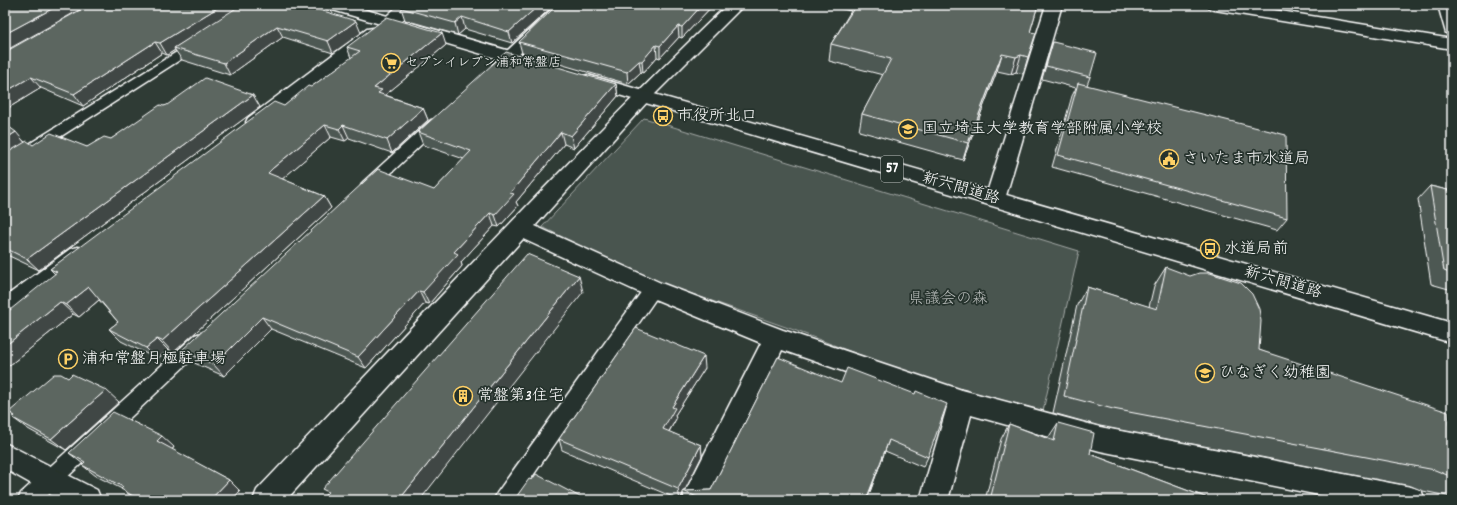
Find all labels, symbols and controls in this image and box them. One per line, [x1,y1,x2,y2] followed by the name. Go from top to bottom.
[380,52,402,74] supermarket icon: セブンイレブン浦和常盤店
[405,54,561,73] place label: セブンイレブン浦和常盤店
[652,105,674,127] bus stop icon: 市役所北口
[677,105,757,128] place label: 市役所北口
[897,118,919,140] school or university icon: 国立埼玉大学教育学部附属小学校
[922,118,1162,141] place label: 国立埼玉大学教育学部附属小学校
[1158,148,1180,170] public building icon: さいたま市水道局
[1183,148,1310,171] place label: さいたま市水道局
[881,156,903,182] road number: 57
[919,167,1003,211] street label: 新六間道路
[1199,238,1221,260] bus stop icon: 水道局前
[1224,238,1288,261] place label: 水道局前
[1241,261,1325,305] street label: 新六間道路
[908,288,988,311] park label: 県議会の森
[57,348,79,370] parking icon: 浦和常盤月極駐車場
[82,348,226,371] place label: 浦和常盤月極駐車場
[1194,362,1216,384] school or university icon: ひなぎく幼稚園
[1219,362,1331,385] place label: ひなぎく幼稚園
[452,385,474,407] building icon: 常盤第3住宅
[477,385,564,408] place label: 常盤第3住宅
####################
> [ABOUT THIS TASK]: The expected result is the complete listing above, printed exactly, with no pictures.

> [WORKED SOLUTION]:
Find all labels, symbols and controls in this image and box them. One per line, [x1,y1,x2,y2] followed by the name. Go from top to bottom.
[380,52,402,74] supermarket icon: セブンイレブン浦和常盤店
[405,54,561,73] place label: セブンイレブン浦和常盤店
[652,105,674,127] bus stop icon: 市役所北口
[677,105,757,128] place label: 市役所北口
[897,118,919,140] school or university icon: 国立埼玉大学教育学部附属小学校
[922,118,1162,141] place label: 国立埼玉大学教育学部附属小学校
[1158,148,1180,170] public building icon: さいたま市水道局
[1183,148,1310,171] place label: さいたま市水道局
[881,156,903,182] road number: 57
[919,167,1003,211] street label: 新六間道路
[1199,238,1221,260] bus stop icon: 水道局前
[1224,238,1288,261] place label: 水道局前
[1241,261,1325,305] street label: 新六間道路
[908,288,988,311] park label: 県議会の森
[57,348,79,370] parking icon: 浦和常盤月極駐車場
[82,348,226,371] place label: 浦和常盤月極駐車場
[1194,362,1216,384] school or university icon: ひなぎく幼稚園
[1219,362,1331,385] place label: ひなぎく幼稚園
[452,385,474,407] building icon: 常盤第3住宅
[477,385,564,408] place label: 常盤第3住宅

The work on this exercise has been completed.